The dataset has been created specifically for practicing Python, NumPy, Pandas, and Matplotlib. It is designed to provide a hands-on learning experience in data manipulation, analysis, and visualization using these libraries.
Specifics of the Dataset:
The dataset consists of 5000 rows and 20 columns, representing various features with different data types and distributions.
The features include numerical variables with continuous and discrete distributions, categorical variables with multiple categories, binary variables, and ordinal variables.
Each feature has been generated using different probability distributions and parameters to introduce variations and simulate real-world data scenarios.
The dataset is synthetic and does not represent any real-world data. It has been created solely for educational purposes.
One of the defining characteristics of this dataset is the intentional incorporation of various real-world data challenges:
Certain columns are randomly selected to be populated with NaN values, effectively simulating the common challenge of missing data.
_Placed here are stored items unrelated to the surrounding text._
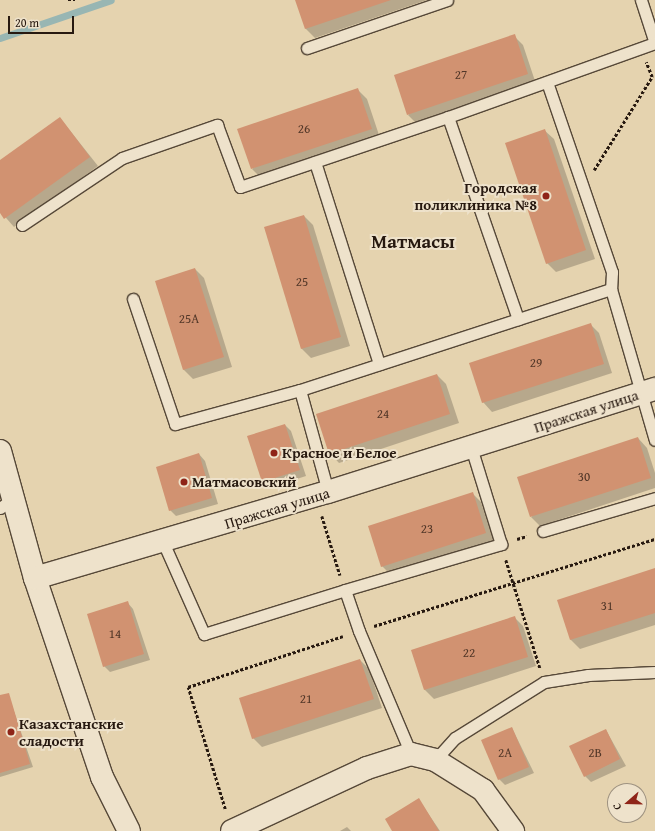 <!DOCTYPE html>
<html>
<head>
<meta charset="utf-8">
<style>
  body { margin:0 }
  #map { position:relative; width:655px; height:831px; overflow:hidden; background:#e5d3af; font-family:"Gentium Book Plus",serif }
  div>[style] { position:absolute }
  .shadow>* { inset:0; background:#0003 }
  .stream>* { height:7px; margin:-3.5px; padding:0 3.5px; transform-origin:3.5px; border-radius:3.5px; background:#98b6b3 }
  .building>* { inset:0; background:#d19271 }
  .path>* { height:2.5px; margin-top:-1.25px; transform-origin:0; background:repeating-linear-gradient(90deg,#271910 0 3px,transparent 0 5px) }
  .roads { filter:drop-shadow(1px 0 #564838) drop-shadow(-1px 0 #564838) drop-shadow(0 1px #564838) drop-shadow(0 -1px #564838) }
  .service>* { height:11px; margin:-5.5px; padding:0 5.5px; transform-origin:5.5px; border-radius:5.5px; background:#eee2cb }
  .minor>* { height:22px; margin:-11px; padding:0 11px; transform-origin:11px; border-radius:11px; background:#eee2cb }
  .dots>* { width:11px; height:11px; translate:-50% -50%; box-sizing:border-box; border:2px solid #eee2cb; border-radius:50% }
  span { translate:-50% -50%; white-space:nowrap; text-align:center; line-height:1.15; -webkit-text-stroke:4px #eee2cb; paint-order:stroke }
  .number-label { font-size:13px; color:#523728 }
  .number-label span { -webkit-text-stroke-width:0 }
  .poi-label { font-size:15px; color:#271910; font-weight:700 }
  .right { translate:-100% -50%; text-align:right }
  .left { translate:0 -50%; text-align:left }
  .street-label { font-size:15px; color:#271910 }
  .district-label { font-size:19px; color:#271910; font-weight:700 }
  .north { position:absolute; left:607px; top:783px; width:40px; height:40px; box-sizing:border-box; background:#eee2cb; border:1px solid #9e9280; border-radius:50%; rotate:250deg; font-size:11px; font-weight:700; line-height:16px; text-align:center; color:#271910 }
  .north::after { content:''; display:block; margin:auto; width:14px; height:18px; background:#8f2418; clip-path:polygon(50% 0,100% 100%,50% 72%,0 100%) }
  .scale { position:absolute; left:8px; top:16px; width:66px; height:18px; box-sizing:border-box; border:2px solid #271910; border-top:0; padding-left:5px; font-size:12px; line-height:14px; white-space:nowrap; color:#271910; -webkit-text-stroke:3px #eee2cb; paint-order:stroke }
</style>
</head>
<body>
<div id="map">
  <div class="shadow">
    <div style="clip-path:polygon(297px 0,427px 0,315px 38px,306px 29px)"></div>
    <div style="clip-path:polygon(514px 36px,523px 45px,536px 84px,417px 124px,408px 115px)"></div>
    <div style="clip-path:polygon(358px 90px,367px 99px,380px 138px,261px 178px,252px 169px)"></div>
    <div style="clip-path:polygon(60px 118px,98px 166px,14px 227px,0 211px,0 162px)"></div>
    <div style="clip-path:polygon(544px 130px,554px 139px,595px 259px,556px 272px,547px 263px)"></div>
    <div style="clip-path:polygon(304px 216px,313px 225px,350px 346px,311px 358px,302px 349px)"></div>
    <div style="clip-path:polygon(195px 269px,204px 278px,232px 367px,193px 379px,184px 370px,156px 282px)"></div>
    <div style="clip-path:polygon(590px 324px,599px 333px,612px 373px,492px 412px,483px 402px)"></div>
    <div style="clip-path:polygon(437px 375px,446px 384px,459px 423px,339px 463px,330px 453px)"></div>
    <div style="clip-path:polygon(285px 425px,291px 431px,306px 476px,269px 488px,263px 482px)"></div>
    <div style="clip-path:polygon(638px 438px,647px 448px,655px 473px,655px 488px,540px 526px,531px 517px)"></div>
    <div style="clip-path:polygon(199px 454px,205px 461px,218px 504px,176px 516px,170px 510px)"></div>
    <div style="clip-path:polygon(472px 493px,481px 502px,494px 542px,391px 575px,382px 566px)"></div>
    <div style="clip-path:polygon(655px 569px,655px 625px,580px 649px,571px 640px,559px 601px)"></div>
    <div style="clip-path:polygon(127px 602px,133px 609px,150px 660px,110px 672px,104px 666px)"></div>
    <div style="clip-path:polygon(514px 617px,523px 626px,536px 666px,434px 699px,425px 690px,412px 651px)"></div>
    <div style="clip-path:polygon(360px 660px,369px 669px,382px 708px,262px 747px,253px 738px)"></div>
    <div style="clip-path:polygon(8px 694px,33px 767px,0 777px,0 696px)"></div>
    <div style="clip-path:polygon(512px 728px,534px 773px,505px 785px,499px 779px)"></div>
    <div style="clip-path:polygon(606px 730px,626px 766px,591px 782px,585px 776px)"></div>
    <div style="clip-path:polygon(419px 800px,440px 831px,393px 831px)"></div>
    <div style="clip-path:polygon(347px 827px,351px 831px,340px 831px)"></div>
  </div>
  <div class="stream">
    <div style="left:0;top:38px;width:117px;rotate:-18.9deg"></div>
  </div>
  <div class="building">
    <div style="clip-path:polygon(295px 0,391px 0,305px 29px)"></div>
    <div style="clip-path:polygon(515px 34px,528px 74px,407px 115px,394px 75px)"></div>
    <div style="clip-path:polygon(358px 88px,372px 129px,251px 169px,237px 129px)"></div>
    <div style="clip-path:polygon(60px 117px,90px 157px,4px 219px,0 213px,0 160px)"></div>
    <div style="clip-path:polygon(545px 129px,586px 250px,546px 264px,505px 143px)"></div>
    <div style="clip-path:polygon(304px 215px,341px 337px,301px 349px,264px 227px)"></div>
    <div style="clip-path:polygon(195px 268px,224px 357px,183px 370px,155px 281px)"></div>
    <div style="clip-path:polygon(591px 323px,604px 364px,482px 403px,469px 363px)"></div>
    <div style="clip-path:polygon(437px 374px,450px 414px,329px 454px,316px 414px)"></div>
    <div style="clip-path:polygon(285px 424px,300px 470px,262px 482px,247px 436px)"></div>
    <div style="clip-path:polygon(638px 437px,651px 478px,530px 517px,517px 477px)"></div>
    <div style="clip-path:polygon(199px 453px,212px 498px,169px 511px,156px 467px)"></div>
    <div style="clip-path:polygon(473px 492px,486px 533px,381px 567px,368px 526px)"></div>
    <div style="clip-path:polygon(655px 568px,655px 613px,570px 640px,557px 600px)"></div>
    <div style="clip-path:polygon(128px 601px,144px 654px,103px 667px,87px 614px)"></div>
    <div style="clip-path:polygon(515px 616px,528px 657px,424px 690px,411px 650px)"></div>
    <div style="clip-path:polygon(360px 659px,374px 699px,252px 739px,239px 698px)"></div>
    <div style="clip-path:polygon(9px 693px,30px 764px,0 773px,0 695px)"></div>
    <div style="clip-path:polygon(512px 727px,529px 767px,498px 780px,481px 740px)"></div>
    <div style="clip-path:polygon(606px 729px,620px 759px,584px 777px,569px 746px)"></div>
    <div style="clip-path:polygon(419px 798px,439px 831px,392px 831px,385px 819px)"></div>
  </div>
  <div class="path">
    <div style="left:68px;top:0;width:7px"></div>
    <div style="left:594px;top:170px;width:110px;rotate:-58.1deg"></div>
    <div style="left:652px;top:77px;width:16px;rotate:-112deg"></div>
    <div style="left:322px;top:516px;width:62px;rotate:73deg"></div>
    <div style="left:517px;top:539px;width:10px;rotate:-17deg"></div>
    <div style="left:506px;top:560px;width:113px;rotate:72.5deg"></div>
    <div style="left:374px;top:626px;width:294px;rotate:-17.2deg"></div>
    <div style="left:225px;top:809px;width:127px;rotate:-106.9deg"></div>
    <div style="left:188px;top:687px;width:163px;rotate:-18.2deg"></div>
  </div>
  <div class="roads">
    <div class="service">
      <div style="left:641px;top:0;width:45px;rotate:72deg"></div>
      <div style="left:307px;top:48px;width:148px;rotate:-18.9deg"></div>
      <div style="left:547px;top:82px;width:201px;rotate:71.1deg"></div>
      <div style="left:612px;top:272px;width:17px;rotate:93deg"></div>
      <div style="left:448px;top:117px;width:220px;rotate:-19.7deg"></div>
      <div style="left:315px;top:162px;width:212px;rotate:72.4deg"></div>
      <div style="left:22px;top:225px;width:120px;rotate:-33.8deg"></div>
      <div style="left:122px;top:158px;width:101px;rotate:-19.2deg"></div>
      <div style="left:217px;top:125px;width:66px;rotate:69.6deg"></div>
      <div style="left:240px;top:187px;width:219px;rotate:-18.6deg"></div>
      <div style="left:448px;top:117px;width:214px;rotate:70.9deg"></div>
      <div style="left:133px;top:299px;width:132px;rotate:71.4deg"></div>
      <div style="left:175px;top:424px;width:130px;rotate:-15.2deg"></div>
      <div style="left:300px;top:390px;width:106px;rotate:74.6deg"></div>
      <div style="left:300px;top:390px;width:327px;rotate:-18deg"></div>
      <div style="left:611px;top:289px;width:157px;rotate:73.8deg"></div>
      <div style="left:0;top:508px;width:17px;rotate:-36deg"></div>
      <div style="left:543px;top:531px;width:117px;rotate:-16.4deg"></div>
      <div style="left:163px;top:542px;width:101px;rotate:66deg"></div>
      <div style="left:204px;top:634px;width:148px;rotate:-17.3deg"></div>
      <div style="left:411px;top:754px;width:134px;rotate:-112.9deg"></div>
      <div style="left:359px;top:631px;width:43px;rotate:-108.9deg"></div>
      <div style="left:345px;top:590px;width:163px;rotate:-16.4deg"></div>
      <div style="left:501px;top:544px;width:102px;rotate:-107.2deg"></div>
      <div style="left:435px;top:760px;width:30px;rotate:-48deg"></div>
      <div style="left:455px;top:738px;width:105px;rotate:-32.2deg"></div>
      <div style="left:544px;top:682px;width:45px;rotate:-9deg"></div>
      <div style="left:588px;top:675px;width:67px;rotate:-2.6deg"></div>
    </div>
    <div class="minor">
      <div style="left:0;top:451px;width:132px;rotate:74.6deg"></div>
      <div style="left:35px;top:578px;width:210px;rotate:71.4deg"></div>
      <div style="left:102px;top:777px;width:60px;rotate:63.4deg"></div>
      <div style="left:35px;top:578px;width:305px;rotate:-16.4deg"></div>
      <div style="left:328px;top:492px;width:343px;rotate:-17.5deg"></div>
      <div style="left:232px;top:831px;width:149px;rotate:-25deg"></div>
      <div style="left:367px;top:768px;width:46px;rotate:-17.7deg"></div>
      <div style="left:411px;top:754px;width:25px;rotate:14deg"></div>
      <div style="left:435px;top:760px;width:57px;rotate:32deg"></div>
      <div style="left:483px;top:790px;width:51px;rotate:53.8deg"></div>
    </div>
  </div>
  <div class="dots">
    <div style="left:546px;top:196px;background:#8f2418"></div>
    <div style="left:274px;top:453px;background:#8f2418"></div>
    <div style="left:184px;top:482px;background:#8f2418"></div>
    <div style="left:11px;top:732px;background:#8f2418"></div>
  </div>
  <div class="number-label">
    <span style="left:461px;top:75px">27</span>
    <span style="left:304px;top:129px">26</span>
    <span style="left:302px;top:282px">25</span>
    <span style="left:189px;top:319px">25А</span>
    <span style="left:536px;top:363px">29</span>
    <span style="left:383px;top:414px">24</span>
    <span style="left:584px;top:477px">30</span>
    <span style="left:427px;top:529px">23</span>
    <span style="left:607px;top:606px">31</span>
    <span style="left:115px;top:634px">14</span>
    <span style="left:469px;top:653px">22</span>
    <span style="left:306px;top:699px">21</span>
    <span style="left:505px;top:753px">2А</span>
    <span style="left:595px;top:753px">2В</span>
  </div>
  <div class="poi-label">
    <span class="right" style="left:537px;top:196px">Городская<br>поликлиника №8</span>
    <span class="left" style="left:282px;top:453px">Красное и Белое</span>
    <span class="left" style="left:192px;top:482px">Матмасовский</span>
    <span class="left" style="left:19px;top:732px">Казахстанские<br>сладости</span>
  </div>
  <div class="street-label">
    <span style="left:586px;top:411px;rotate:-18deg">Пражская улица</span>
    <span style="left:277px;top:508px;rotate:-17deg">Пражская улица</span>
  </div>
  <div class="district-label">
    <span style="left:413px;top:242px">Матмасы</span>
  </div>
  <div class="north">С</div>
  <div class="scale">20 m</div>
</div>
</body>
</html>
- The proportion of these missing values in each column varies randomly between 1% to 70%.
- Statistical noise has been introduced in the dataset. For numerical values in some features, this noise adheres to a distribution with mean 0 and standard deviation 0.1.
- Categorical noise is introduced in some features', with its categories randomly altered in about 1% of the rows.
Outliers have also been embedded in the dataset, resonating with the Interquartile Range (IQR) rule
*Context of the Dataset: *
The dataset aims to provide a comprehensive playground for practicing Python, NumPy, Pandas, and Matplotlib.
It allows learners to explore data manipulation techniques, perform statistical analysis, and create visualizations using the provided features.
By working with this dataset, learners can gain hands-on experience in data cleaning, preprocessing, feature engineering, and visualization.
Sources of the Dataset:
The dataset has been generated programmatically using Python's random number generation functions and probability distributions.
No external sources or real-world data have been used in creating this dataset.